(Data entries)
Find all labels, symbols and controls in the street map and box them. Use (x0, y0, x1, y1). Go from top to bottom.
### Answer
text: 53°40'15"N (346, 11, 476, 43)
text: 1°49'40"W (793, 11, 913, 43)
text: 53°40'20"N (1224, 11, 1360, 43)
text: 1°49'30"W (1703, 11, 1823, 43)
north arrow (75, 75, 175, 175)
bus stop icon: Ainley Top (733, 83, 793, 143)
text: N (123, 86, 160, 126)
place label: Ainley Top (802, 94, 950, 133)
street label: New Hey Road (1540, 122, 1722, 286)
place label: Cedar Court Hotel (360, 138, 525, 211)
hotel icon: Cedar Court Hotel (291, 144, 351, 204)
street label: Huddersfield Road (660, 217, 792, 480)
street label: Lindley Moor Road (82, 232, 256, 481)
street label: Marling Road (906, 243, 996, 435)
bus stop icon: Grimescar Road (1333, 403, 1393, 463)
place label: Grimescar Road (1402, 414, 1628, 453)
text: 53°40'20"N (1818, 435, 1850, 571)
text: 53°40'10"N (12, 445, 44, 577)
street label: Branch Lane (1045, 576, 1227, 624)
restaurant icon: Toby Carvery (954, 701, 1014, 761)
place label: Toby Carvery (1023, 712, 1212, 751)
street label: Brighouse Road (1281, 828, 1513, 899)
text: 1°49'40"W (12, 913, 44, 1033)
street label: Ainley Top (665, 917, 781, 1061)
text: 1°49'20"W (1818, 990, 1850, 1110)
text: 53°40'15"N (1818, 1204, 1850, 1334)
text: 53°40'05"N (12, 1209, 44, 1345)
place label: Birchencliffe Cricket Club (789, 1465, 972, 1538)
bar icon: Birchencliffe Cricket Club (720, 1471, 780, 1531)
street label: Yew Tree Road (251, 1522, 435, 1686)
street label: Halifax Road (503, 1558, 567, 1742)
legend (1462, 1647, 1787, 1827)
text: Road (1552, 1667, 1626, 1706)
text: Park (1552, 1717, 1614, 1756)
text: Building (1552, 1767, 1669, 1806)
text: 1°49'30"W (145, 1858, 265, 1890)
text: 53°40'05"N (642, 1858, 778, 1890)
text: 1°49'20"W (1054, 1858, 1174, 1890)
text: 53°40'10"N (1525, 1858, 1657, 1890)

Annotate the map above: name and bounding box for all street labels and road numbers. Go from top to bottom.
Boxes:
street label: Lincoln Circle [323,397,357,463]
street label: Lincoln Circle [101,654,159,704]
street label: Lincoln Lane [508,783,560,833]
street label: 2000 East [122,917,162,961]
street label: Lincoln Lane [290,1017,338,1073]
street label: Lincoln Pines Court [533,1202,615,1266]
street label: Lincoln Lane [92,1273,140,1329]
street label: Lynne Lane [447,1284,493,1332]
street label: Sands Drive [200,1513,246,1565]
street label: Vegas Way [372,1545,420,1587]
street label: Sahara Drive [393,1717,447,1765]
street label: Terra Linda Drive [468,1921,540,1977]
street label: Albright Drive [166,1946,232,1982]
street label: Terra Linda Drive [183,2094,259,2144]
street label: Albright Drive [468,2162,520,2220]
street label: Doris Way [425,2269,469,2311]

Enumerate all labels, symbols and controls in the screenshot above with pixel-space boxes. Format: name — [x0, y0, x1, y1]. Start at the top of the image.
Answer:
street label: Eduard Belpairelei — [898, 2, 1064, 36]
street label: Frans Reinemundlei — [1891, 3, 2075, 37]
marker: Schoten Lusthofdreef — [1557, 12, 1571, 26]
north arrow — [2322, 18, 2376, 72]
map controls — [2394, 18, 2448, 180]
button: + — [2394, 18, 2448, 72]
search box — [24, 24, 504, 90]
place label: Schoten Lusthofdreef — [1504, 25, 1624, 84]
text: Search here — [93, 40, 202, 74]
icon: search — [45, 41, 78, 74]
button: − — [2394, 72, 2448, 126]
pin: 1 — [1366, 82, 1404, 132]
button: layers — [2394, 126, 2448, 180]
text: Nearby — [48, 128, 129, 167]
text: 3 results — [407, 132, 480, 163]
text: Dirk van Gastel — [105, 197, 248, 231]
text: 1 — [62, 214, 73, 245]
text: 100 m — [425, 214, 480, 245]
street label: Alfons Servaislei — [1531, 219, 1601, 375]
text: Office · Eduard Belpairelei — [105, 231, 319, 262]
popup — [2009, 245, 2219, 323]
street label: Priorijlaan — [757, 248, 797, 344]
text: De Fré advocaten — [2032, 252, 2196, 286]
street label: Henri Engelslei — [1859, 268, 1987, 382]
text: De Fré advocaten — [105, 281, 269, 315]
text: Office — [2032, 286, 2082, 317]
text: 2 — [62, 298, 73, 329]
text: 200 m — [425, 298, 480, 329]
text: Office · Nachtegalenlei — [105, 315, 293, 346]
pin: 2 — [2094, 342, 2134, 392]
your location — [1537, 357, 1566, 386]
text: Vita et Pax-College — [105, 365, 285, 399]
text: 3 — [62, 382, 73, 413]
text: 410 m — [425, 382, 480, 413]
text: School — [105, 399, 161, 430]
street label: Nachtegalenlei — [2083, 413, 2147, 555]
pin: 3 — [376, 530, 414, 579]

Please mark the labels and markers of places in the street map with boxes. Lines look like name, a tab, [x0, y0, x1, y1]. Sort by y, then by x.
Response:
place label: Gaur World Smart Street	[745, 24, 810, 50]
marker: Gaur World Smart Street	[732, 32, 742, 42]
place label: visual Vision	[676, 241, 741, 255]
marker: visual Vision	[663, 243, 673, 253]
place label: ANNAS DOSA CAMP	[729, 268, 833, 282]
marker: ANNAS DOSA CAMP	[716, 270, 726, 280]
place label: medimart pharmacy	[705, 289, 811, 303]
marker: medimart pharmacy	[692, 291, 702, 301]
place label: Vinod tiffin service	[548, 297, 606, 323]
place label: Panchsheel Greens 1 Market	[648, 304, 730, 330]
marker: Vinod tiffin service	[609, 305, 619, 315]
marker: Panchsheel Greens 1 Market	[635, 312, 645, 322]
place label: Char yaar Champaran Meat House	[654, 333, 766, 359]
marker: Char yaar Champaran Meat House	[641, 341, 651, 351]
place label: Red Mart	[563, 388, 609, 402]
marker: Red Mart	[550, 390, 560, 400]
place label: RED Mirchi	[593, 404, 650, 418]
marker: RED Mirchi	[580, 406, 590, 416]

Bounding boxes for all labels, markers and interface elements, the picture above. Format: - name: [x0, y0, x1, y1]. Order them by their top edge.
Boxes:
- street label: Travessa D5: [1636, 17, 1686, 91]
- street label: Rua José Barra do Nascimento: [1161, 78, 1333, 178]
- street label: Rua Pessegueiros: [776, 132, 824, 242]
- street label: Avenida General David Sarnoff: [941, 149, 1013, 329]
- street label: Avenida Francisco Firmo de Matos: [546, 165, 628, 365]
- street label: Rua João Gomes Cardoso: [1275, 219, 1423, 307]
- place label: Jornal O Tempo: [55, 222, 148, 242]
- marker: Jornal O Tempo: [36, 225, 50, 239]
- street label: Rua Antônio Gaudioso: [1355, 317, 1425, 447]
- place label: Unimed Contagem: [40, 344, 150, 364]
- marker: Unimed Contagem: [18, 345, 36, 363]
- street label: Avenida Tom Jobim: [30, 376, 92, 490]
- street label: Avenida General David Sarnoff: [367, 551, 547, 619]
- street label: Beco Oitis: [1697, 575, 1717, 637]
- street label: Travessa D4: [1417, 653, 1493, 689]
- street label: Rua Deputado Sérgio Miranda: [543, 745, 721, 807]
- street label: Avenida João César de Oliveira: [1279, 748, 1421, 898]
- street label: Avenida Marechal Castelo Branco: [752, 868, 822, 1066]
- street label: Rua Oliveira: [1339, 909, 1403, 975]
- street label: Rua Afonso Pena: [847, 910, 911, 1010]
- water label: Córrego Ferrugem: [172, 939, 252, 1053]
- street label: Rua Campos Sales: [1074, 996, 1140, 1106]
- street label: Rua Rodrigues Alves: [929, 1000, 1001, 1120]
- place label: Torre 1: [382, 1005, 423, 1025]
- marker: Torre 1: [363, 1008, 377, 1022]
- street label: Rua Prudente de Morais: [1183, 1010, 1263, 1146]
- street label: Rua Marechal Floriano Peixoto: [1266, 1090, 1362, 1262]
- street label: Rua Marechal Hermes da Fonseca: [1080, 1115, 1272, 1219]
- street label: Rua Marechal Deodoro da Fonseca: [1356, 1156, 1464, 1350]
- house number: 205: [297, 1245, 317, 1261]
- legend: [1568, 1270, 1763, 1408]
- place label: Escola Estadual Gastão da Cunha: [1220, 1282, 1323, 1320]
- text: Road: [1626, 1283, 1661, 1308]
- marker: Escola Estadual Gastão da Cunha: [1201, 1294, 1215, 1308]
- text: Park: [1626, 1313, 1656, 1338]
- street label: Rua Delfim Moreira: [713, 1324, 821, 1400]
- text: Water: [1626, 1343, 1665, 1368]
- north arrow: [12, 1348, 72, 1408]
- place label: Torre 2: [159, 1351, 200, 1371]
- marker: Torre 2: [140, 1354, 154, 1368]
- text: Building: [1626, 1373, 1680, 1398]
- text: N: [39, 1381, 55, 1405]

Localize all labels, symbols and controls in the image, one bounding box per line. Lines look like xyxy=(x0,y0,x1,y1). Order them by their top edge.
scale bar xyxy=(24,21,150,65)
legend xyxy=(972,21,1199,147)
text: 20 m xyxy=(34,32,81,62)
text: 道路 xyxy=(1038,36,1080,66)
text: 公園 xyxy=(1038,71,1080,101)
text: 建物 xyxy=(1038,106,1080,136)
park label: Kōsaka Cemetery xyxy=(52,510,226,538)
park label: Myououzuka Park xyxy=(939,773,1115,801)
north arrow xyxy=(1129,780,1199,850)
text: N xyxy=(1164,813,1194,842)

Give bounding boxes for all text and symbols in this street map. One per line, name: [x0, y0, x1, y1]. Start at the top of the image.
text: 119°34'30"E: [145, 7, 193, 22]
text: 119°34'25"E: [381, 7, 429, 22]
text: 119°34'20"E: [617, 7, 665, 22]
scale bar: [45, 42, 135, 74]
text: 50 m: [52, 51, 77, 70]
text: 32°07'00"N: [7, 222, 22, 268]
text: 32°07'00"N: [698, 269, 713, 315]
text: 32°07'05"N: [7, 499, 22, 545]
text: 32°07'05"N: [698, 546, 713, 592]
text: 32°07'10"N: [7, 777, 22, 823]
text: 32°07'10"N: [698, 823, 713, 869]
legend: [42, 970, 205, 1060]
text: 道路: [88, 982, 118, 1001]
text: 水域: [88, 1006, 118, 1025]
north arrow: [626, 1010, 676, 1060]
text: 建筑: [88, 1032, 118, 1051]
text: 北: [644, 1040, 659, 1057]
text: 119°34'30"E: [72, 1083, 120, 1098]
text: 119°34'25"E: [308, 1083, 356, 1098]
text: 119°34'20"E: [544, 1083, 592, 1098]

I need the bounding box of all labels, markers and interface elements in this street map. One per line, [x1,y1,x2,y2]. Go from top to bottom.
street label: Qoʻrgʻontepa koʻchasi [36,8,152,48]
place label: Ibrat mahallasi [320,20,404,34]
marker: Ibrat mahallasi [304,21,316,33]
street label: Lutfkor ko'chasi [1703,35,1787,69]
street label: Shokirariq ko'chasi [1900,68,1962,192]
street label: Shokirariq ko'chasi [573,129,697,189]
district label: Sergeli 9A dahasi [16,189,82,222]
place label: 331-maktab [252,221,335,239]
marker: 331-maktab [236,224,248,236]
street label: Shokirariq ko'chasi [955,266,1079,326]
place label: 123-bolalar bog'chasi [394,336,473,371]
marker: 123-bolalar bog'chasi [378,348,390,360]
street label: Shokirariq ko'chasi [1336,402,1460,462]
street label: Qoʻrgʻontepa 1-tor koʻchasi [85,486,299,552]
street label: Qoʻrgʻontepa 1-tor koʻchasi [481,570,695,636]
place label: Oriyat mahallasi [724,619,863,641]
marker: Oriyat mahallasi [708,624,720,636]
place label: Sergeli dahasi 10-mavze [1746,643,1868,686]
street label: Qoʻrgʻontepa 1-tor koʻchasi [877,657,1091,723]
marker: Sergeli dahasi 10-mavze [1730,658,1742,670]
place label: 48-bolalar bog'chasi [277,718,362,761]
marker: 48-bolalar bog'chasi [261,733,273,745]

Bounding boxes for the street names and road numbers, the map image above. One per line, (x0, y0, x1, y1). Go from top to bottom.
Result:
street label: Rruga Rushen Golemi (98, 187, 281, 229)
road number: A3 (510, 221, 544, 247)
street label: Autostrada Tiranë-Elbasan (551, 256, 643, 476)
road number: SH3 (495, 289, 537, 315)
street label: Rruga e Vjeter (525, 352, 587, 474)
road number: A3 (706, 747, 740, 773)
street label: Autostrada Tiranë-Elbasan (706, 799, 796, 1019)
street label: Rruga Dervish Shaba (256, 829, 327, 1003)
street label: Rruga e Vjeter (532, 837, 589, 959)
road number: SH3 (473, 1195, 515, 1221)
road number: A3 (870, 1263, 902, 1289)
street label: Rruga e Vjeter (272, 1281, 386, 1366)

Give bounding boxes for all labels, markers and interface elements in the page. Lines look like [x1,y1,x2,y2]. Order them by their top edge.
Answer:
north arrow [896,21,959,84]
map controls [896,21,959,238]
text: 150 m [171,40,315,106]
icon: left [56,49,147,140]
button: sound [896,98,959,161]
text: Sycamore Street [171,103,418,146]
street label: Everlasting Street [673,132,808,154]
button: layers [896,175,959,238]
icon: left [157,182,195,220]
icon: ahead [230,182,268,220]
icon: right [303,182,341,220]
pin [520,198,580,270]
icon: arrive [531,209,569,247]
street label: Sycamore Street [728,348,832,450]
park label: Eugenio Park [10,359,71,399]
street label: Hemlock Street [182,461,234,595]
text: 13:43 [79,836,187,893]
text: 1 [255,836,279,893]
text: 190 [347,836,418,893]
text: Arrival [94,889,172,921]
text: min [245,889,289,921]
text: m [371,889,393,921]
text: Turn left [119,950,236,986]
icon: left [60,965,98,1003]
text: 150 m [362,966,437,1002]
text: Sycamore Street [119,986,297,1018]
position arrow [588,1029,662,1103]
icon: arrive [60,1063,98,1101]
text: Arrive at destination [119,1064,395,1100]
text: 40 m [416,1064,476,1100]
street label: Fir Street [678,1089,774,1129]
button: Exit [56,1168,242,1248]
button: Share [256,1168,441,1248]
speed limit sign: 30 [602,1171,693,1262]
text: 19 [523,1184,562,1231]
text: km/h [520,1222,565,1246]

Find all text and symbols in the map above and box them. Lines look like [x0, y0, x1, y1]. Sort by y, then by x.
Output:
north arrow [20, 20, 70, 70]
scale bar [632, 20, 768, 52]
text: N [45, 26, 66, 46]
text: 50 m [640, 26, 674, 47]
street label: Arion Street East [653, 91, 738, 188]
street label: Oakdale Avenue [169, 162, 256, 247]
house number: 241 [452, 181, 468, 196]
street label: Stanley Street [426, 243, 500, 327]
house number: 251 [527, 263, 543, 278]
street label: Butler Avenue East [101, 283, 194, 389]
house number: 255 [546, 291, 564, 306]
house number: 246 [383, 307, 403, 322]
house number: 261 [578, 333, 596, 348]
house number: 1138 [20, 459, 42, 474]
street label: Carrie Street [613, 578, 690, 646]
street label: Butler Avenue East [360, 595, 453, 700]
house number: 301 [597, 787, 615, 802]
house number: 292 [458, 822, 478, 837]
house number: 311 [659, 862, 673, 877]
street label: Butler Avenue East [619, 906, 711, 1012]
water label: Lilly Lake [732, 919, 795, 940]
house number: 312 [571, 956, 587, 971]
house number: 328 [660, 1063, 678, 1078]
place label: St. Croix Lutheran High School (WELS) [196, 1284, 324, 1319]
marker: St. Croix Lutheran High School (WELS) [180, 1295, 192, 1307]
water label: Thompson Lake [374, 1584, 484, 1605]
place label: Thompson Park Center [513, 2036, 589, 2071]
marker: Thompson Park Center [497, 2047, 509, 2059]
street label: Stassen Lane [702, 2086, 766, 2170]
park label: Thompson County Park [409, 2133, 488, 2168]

WHAT THE EXERCISE ASKS:
Your answer must be a single number: how many lines of the records contain the word "mavze".

TASK SOLUTION:
2